The Institute for the Global Entrepreneur, which launched last year, links the Jacobs School of Engineering and Rady School of Management through the Rady School’s Lab to Market core sequence, which challenges students to build a business around a real technological innovation.
“We are forging new paths with the Technology Management and Entrepreneurism Fellowship Program and continuing to deliver on our promise to impact the innovation economy,” said Rady School Dean Robert S. Sullivan. “The combination of our two world-class schools puts us in a position to do what no other institution has been able to accomplish.”
Since its inception, 17 engineering students have completed the inaugural course.

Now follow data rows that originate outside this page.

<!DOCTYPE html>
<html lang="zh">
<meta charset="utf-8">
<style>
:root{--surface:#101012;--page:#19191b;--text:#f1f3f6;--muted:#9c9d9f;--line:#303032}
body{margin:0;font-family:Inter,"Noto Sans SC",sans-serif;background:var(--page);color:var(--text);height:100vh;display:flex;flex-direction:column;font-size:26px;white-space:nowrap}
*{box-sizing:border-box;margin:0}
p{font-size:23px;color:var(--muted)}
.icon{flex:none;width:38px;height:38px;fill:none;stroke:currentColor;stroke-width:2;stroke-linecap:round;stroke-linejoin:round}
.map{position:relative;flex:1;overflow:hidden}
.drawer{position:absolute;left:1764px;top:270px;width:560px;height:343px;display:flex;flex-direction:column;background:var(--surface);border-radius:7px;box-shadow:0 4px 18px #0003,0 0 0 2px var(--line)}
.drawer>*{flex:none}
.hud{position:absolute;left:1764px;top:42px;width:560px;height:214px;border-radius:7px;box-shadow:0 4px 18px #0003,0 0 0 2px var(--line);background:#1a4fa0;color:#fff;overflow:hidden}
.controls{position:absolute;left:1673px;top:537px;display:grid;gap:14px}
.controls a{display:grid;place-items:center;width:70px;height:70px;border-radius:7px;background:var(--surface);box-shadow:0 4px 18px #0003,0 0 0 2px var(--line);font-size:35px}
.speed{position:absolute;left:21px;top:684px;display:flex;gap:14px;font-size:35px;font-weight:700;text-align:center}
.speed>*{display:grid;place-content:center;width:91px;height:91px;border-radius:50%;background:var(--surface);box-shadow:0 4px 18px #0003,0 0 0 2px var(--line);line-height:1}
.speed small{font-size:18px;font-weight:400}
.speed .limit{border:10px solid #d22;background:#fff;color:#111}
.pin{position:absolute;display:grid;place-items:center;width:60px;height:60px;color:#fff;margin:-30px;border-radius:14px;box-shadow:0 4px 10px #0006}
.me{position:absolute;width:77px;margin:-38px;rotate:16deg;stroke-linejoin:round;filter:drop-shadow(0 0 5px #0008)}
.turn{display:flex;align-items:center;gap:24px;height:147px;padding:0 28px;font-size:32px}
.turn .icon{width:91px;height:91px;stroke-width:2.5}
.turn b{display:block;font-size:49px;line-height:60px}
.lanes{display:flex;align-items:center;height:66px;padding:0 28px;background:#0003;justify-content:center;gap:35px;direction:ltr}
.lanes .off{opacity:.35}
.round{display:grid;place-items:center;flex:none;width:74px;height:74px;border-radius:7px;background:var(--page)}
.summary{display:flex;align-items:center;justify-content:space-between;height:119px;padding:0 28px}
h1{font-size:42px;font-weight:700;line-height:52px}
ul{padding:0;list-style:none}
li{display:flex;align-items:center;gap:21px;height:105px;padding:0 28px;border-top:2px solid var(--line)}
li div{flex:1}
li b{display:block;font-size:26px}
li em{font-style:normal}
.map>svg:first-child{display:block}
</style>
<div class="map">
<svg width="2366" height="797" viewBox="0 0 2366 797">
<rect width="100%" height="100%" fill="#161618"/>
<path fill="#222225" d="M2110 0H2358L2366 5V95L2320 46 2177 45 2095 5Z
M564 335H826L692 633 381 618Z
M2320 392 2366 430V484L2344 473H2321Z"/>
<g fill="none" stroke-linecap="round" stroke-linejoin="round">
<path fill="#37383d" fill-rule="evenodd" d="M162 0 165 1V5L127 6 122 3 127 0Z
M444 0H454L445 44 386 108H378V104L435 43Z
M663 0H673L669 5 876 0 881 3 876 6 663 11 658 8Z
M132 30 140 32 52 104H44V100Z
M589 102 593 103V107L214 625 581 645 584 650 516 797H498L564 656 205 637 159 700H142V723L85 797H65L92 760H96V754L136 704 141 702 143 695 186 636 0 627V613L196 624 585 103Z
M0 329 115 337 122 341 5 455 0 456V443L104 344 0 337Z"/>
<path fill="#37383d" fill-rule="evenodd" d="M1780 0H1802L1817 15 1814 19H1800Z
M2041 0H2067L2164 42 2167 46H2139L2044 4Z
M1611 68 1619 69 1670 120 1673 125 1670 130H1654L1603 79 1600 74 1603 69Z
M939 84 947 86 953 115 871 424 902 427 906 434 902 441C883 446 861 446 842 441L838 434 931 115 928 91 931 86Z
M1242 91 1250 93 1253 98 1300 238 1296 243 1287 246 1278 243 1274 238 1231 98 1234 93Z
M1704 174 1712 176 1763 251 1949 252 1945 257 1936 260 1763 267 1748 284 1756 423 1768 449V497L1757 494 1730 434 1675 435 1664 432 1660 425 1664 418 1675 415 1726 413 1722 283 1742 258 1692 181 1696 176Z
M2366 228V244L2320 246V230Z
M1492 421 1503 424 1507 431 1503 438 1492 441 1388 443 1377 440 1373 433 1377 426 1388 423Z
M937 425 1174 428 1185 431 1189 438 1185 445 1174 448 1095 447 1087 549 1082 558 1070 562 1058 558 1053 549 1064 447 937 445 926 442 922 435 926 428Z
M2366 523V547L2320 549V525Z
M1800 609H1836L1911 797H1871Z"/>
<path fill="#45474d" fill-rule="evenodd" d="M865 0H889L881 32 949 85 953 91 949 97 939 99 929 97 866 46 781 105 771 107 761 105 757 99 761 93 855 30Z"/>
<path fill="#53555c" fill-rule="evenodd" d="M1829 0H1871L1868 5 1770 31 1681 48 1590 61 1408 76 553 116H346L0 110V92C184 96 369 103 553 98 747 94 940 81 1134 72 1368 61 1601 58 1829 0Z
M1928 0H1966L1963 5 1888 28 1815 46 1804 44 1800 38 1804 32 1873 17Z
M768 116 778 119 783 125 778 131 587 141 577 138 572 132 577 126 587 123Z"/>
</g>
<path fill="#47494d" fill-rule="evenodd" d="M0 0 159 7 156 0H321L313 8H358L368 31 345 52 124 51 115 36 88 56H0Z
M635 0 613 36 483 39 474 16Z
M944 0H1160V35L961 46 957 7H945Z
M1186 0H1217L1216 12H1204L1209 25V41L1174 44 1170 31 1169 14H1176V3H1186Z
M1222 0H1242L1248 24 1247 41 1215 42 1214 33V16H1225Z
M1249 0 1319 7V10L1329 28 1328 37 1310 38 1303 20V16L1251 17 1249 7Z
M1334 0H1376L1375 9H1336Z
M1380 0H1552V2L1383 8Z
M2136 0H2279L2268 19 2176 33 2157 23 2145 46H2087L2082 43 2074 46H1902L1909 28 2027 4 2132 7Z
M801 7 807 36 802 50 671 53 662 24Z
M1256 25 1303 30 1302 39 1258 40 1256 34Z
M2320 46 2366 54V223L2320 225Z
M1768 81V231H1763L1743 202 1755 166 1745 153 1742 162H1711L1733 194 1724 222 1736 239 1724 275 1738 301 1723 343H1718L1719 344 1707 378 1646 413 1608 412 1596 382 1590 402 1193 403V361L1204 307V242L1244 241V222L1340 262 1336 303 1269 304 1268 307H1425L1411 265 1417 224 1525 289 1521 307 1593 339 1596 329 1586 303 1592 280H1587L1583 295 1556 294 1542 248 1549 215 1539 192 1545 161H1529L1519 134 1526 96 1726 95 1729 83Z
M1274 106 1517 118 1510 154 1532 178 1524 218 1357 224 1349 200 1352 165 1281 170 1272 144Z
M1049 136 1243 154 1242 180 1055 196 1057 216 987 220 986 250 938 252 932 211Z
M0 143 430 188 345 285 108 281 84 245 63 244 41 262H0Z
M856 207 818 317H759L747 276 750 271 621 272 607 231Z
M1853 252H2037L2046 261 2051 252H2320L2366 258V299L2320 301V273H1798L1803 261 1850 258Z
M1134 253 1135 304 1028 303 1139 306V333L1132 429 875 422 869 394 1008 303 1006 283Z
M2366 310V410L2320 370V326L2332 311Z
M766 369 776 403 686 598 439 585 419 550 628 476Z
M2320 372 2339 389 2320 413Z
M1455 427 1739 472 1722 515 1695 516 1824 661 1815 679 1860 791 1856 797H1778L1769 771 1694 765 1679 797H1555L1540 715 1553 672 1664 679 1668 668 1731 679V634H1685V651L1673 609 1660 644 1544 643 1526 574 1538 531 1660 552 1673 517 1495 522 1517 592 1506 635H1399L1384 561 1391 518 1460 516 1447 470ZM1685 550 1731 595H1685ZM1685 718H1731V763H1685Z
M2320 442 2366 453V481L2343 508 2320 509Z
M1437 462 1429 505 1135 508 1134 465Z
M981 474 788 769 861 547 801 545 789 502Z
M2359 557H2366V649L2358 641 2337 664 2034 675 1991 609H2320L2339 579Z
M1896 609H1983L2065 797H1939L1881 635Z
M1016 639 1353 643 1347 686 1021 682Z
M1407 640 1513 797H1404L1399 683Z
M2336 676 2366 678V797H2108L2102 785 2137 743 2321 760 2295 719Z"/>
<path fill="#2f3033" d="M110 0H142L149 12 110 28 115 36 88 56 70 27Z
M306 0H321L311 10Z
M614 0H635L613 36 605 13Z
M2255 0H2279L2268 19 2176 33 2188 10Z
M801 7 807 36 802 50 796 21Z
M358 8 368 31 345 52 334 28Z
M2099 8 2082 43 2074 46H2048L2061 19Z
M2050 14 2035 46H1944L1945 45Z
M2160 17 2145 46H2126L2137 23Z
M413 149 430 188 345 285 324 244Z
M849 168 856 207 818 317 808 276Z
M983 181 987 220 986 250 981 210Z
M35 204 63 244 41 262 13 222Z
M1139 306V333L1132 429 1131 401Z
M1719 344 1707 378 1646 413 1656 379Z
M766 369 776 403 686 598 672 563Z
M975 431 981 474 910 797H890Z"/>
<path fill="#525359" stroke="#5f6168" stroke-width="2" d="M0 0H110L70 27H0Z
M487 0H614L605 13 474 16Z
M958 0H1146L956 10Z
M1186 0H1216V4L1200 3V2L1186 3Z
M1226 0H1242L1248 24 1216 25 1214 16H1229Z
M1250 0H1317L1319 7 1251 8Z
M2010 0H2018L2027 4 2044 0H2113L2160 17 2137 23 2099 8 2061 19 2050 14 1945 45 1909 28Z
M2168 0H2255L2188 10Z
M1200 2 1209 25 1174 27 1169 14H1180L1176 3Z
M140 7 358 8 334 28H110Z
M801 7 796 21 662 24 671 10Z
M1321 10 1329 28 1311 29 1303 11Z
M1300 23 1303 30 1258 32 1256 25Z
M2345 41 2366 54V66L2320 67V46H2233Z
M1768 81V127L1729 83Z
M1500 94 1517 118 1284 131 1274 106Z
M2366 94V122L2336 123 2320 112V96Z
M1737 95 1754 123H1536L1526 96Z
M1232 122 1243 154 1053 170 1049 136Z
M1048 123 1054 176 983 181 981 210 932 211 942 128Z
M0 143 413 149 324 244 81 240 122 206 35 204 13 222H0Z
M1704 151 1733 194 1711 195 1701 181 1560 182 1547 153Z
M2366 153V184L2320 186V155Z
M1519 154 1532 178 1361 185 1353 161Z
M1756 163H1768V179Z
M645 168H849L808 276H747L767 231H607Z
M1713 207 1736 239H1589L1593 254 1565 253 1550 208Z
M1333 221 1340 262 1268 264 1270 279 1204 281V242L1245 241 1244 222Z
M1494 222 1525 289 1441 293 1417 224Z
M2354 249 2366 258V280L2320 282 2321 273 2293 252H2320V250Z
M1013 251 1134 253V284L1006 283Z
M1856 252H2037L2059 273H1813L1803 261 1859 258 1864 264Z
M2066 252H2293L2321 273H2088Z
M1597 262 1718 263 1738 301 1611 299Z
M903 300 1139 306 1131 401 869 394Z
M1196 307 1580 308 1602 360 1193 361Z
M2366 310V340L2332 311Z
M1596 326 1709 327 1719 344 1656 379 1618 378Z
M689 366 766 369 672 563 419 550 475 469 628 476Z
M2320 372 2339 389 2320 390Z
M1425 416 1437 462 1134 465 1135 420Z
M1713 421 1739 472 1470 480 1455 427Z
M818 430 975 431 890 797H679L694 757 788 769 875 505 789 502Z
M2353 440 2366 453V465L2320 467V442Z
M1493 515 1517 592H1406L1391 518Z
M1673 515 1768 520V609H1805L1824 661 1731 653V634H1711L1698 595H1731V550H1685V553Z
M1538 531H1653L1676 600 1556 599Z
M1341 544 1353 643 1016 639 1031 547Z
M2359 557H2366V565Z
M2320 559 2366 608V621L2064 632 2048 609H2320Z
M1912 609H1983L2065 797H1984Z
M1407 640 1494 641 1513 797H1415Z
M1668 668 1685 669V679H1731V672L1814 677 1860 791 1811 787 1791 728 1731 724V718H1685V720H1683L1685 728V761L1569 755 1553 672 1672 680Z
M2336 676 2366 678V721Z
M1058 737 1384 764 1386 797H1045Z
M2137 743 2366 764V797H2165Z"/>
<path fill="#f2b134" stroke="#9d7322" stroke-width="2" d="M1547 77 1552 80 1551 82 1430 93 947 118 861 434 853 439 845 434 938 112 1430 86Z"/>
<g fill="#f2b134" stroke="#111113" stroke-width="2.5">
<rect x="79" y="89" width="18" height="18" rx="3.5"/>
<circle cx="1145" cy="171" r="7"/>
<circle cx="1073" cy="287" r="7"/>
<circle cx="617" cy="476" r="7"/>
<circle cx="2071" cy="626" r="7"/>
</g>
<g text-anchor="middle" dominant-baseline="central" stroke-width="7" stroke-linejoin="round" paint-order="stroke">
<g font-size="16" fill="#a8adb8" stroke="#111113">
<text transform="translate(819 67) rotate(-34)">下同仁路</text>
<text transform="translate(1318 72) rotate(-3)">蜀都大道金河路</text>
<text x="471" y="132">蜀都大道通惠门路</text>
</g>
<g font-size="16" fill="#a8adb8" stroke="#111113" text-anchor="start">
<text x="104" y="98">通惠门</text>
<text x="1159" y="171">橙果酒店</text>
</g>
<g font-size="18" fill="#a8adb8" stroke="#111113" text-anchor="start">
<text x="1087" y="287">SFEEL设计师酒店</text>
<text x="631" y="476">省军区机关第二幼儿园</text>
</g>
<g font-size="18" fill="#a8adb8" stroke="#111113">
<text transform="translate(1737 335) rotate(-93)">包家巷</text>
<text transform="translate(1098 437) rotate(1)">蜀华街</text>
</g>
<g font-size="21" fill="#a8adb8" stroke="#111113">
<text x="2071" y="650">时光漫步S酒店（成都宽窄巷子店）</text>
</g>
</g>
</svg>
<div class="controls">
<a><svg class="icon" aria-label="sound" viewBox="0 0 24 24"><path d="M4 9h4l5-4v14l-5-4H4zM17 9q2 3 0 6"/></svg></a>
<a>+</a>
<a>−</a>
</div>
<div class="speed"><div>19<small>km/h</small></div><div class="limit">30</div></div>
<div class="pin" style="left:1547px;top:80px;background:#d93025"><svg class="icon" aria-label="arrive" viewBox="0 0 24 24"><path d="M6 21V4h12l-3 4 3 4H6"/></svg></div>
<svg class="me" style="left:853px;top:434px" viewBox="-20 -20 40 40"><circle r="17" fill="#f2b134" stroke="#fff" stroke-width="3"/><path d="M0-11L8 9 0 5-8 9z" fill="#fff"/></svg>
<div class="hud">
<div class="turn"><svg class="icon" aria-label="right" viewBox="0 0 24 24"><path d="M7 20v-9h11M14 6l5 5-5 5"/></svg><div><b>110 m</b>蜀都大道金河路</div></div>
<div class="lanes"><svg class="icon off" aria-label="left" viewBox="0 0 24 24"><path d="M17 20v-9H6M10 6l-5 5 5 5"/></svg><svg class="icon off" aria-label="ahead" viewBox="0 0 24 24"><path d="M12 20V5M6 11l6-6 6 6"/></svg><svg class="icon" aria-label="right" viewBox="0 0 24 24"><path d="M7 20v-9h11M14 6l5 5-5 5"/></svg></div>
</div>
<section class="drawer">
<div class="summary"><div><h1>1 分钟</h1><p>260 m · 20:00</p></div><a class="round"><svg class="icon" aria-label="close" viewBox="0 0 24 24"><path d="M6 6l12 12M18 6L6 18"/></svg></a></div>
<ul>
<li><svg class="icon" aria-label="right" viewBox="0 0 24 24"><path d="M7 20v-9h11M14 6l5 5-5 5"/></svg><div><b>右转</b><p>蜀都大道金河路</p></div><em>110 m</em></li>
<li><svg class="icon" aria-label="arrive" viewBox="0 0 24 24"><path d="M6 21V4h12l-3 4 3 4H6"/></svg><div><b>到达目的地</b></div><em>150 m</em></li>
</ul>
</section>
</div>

Teams that have gone through the program have found success, such as obtaining funding, winning pitch challenges and receiving recognition at competitions around the country.
A shining example of the success of the program? South 8 Technologies, an endeavor launched at UC San Diego that features team members from both the Jacobs and Rady Schools. The company – which developed a breakthrough chemistry for batteries, allowing them to increase energy density at lower temperatures without compromising power – recently won first place at UC San Diego’s illustrious Entrepreneur Challenge. Additionally, the team will head to the National Clean Tech Business Plan Competition later this month hosted by the U.S. Department of Energy.
“The classes taught us how to better pitch our tech to business people,” said Jungwoo Lee, a nanoengineering Ph.D. student at UC San Diego and member of South 8 Technologies. “As engineers, we often describe a technological advance as something that’s X percentage better than Y. But to succeed in the business world, we need to describe our tech as something that results in greater value to the customer — something that is worth replacing the existing product.”
Students and recent alumni enjoyed working with Jacobs School of Engineering students because the collaboration opened their eyes to new possibilities and problem-solving strategies. Recent Rady School graduate Lloyd Hinostroza (MBA ’17) shared why he believed the program was beneficial.
“Without IGE I would have been unaware of the exciting work being done at the Jacob’s School that is being brought to the marketplace,” Hinostroza said. “And more importantly, I would not have had the opportunity to meet and work with the great research teams working on being the next market disruptors.”
Rini Abraham (MBA ’17) echoed the statement.
“I think this is a great option and would highly recommend future Rady students to actively seek IGE students and work with them,” she said. “Lab to Market serves as a great avenue to build the relationship between engineers and business students. This positive work environment is critical and I think it has given us a strong foundation for our careers.”
The overwhelming success of first group of IGE students has set the stage for the program to continue.
“The IGE partnership was built to bridge the gap and celebrate the strengths of both schools while working together to solve pressing issues,” said Sullivan. “The IGE students have proven that greater success can be accomplished when business acumen is combined with engineering skills.”